My friends have a “don’t wish for career ending injuries” policy. I’ve tried so hard to adhere to it, but I think I’m failing.
So many articles give conflicting information about exercise and nutrition. Will Crossfit destroy your body? Is Paleo historically accurate? Should we all be wearing those funny five-toe sneakers? Juicing sounds horrible; is it good for anyone? Which comes first — chicken or egg, strength or cardio?
Doesn’t all that make you want to lie down under a blanket with a bottle of wine and, like, never talk to anyone again? Especially people who know about sportsball and all that?
I know. Yuck. That’s why I follow the Leah Lucci Super Starling Fitness Model.
Read on to be a Size 12 (or whatever, I don’t care) Superstar.
When exercising outside, dogs are your indication that it’s time to rest. Unless it’s a zombie apocalypse, you can feel free to stop and pet the dog. Breathe. Recuperate. Then get back in the game. Or not. Consult a physician.
Try not to eat a giant cookie the size of your head every day, like I used to do. These cookies are available everywhere. The cellophane crinkle upon opening is exactly the same pitch as Satan’s giggle. I’m not saying to cut them out — god no. Just, like, start at 6 days a week and maybe work your way down.
It’s okay to switch from running to walking when you’re tired. When the song changes to something good, run again. Or don’t. I’m not here to tell you what to do. But eventually the back-and-forth running-walking will turn into more running and less walking. If you care about that sort of thing. (A 2-mile walk and a 2-mile run are different. But no one’s sure which is better. Enjoy reading all the evil, contradictory literature on this. I’ll wait.)
Water’s pretty good for you. Drinking it is boring, and then you have to pee all the time, and then people make fun of you for it. But scientists seem to agree on water. Down the hatch!
You probably shouldn’t be chugging soda. But it’s delicious. Especially when mixed with spiced rum. So… I’m not going to lie to you, that’s tough.
Booze: the jury’s out. One or two a day is better than none, apparently. But a whole lot means your liver fails and/or your parents are disappointed. So you might want to err on “less.”

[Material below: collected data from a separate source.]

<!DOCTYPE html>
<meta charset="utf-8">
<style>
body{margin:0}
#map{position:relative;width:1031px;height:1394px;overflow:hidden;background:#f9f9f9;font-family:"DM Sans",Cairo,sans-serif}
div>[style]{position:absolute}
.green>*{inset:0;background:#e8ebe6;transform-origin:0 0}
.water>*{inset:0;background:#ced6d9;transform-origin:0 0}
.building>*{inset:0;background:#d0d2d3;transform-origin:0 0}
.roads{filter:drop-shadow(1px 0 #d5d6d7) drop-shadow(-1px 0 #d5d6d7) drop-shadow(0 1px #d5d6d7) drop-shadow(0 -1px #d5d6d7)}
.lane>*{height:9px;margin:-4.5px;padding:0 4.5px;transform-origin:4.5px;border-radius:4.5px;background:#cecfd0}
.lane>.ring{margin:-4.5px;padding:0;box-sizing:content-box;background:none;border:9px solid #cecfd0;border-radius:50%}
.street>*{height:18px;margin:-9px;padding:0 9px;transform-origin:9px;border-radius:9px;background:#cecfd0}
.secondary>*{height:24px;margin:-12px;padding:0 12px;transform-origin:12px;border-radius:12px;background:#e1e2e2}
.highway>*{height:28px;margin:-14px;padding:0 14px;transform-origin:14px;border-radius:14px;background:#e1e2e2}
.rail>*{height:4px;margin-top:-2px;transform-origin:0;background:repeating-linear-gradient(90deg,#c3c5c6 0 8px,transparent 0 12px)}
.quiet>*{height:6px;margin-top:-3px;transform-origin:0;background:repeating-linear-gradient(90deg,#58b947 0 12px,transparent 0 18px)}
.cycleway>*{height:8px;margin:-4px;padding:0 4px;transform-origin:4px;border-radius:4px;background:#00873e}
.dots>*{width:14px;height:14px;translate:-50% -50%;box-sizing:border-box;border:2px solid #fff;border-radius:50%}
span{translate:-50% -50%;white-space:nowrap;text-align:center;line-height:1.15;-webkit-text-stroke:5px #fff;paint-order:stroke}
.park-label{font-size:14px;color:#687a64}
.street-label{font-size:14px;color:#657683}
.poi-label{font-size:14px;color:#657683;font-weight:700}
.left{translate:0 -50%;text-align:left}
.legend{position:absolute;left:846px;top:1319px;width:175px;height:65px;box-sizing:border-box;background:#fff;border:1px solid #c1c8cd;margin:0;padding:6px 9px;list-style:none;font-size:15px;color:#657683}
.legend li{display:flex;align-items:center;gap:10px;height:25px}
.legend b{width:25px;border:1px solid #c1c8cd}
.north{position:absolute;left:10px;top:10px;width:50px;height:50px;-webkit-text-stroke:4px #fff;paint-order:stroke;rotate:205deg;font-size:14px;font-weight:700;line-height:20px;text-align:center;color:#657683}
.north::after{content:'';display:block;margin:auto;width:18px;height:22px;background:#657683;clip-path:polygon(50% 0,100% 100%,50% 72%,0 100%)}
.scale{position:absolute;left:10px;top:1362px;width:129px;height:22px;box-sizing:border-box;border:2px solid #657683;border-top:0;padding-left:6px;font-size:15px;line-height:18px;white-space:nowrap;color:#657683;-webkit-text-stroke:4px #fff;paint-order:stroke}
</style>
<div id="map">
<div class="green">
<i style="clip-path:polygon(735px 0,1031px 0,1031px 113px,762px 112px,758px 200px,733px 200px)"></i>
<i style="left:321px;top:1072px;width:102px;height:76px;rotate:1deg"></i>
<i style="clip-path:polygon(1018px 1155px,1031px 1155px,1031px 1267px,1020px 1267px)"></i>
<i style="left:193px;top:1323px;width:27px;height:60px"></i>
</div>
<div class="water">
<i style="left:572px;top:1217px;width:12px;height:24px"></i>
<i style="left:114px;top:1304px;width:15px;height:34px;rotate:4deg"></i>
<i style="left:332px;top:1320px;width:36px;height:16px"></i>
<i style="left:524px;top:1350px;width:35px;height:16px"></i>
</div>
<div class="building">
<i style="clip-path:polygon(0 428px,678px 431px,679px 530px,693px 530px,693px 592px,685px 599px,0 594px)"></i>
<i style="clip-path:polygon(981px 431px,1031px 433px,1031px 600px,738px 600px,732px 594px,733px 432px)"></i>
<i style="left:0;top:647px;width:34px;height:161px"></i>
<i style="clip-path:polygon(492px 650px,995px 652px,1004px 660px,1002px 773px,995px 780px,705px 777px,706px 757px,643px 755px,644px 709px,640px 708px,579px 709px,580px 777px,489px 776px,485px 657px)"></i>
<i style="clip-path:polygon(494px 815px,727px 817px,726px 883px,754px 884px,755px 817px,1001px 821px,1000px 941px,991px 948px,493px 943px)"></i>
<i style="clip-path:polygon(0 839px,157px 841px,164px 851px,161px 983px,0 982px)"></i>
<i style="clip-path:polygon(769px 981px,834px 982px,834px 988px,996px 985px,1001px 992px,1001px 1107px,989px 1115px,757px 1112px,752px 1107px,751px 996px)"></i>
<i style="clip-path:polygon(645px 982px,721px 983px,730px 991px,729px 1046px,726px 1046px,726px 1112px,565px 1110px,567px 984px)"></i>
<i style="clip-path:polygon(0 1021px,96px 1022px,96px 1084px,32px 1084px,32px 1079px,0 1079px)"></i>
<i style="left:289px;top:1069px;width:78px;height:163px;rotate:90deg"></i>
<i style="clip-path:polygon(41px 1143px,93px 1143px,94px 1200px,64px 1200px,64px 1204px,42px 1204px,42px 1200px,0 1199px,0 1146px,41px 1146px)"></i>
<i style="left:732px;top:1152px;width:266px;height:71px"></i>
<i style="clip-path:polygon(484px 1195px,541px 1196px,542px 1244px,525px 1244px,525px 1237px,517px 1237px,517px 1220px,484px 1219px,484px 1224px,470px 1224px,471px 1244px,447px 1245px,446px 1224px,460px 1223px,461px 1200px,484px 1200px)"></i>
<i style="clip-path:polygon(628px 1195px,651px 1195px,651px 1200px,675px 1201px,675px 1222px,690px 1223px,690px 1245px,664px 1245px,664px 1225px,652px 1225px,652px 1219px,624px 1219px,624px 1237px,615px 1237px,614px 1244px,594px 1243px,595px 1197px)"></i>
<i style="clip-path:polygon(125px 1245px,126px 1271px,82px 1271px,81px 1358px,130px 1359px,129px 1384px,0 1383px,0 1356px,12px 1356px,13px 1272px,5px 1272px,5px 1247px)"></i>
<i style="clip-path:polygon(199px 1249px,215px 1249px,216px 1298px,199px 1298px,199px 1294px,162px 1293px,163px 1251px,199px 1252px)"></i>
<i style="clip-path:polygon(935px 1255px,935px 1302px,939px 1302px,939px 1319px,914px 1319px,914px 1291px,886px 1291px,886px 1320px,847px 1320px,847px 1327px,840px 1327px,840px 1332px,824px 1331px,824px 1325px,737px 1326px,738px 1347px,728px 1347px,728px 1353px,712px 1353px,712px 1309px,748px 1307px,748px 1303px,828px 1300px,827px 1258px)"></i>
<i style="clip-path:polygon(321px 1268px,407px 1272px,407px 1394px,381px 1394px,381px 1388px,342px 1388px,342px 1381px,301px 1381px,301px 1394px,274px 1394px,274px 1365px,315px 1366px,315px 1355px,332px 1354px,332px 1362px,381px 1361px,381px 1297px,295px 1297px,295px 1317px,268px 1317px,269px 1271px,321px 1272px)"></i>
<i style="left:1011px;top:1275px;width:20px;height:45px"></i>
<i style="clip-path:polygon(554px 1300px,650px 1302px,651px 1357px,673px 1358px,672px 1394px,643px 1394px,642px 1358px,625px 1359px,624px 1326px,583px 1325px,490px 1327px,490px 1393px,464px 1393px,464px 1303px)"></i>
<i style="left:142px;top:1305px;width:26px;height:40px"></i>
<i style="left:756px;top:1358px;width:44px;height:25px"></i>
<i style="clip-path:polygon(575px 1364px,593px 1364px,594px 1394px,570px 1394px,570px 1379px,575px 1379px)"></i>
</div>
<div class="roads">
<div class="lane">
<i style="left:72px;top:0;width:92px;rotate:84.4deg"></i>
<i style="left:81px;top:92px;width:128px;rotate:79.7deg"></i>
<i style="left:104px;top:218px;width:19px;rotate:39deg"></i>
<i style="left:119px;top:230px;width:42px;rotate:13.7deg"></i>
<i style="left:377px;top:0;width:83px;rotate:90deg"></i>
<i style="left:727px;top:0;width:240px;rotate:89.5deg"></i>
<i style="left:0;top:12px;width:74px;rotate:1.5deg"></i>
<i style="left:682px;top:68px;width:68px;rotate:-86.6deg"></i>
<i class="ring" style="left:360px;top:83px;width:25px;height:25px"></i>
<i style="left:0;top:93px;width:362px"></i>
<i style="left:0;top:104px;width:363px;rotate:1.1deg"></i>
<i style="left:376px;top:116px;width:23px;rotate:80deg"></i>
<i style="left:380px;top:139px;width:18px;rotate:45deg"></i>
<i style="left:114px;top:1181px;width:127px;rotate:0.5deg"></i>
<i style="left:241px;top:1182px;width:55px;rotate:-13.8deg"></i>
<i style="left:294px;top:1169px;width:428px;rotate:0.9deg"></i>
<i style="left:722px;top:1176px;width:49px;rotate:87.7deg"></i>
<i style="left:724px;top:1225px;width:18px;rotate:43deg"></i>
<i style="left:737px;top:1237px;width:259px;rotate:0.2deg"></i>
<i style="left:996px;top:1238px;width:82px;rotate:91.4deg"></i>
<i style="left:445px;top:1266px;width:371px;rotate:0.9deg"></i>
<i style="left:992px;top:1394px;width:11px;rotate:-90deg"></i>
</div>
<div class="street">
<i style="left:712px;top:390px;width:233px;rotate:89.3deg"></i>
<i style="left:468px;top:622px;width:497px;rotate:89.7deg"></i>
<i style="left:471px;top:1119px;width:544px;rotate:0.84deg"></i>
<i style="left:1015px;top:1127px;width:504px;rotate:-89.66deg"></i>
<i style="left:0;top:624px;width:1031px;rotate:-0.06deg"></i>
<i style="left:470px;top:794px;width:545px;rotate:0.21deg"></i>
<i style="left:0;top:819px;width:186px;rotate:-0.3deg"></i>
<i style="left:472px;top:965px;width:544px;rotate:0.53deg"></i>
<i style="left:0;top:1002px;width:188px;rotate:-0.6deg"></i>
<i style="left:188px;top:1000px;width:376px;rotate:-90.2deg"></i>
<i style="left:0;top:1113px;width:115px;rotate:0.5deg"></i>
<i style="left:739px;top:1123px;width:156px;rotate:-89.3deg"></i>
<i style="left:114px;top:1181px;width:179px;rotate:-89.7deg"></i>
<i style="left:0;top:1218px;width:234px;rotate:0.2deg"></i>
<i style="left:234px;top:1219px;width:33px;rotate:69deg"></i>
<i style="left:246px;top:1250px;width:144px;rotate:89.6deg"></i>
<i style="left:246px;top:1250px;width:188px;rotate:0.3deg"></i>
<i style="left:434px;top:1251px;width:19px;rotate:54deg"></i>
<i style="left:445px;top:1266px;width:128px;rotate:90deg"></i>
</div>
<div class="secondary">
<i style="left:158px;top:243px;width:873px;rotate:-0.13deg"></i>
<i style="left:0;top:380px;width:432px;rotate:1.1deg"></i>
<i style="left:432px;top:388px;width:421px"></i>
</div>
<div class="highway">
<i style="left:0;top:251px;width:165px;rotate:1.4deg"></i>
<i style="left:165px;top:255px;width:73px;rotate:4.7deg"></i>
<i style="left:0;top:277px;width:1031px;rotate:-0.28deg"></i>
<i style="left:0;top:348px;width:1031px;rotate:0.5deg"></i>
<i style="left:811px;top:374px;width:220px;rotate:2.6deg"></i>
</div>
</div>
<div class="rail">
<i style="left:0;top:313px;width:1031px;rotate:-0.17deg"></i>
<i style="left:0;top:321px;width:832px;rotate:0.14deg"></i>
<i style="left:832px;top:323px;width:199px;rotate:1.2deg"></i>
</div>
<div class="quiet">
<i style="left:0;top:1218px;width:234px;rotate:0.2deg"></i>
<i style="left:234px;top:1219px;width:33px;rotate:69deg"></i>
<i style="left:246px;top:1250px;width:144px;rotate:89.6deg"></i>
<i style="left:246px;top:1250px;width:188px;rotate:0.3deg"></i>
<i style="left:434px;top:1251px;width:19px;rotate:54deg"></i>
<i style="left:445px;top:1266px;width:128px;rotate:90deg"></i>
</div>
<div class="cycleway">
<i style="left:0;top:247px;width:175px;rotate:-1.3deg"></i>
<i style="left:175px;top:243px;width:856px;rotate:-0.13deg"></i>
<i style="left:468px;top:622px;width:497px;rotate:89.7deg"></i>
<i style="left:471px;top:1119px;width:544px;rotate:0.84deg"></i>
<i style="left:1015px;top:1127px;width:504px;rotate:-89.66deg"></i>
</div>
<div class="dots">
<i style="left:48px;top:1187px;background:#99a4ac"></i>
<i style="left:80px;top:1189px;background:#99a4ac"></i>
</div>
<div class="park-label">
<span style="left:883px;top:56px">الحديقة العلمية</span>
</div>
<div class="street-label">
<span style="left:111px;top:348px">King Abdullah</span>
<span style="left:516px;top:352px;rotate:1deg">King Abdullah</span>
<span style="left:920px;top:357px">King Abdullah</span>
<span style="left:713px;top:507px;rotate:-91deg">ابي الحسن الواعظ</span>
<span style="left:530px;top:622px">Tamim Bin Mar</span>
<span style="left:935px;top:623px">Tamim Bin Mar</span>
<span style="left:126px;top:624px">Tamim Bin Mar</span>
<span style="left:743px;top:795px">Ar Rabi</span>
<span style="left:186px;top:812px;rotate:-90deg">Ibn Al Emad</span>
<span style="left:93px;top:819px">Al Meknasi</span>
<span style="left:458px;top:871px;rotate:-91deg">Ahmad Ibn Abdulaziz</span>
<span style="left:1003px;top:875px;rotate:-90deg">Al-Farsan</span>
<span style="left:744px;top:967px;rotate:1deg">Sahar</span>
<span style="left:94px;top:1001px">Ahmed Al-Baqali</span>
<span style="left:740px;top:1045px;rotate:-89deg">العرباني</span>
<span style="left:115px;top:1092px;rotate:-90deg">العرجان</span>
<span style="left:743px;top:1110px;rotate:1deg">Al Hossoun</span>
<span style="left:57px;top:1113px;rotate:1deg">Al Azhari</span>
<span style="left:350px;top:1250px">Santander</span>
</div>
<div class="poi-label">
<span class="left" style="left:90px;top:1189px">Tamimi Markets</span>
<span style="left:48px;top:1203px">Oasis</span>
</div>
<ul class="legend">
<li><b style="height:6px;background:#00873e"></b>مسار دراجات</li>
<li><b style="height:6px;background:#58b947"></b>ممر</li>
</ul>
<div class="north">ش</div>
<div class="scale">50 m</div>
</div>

It’s better to make your food at home. A lazy-ass peanut butter sandwich is healthier than almost anything you’re going to eat while you’re out. Even if you order from the “700 calories or fewer menu,” you’re going to wreck it by slamming approximately five Cheddar Bay Biscuits™. You and your husband will “jokingly” try to find out who can eat more biscuits in a meal. This battle cannot truly have a winner.
Television fucking rocks, so spend the first half of any show you’re watching idly doing leg lefts or flailing around with a kettle bell. You will be sweaty and your dog will try to get in on every single yoga pose. But you will feel superior to the couch-sitter beside you.
When you’re done working out, lay on the floor and finish watching your show. Drip sweat onto the floor. Assume a pose like you’re going to resume your workout at any second. You might! You’re down there in stretchy pants! It could happen!
If all else fails, just photoshop your body onto a fitter person’s body. Most people don’t see you in person; they see you on Facebook, which is online. Online, you can be anyone! ANYONE!
Find a hobby that’s really fulfilling. The fitness thing is just so you don’t have to be cut out of your house when you die. In the meantime, now that you’re fairly healthy and like yourself okay, focus on what matters. Like catching all the Pokémon, for example. A lot of people seem really into that.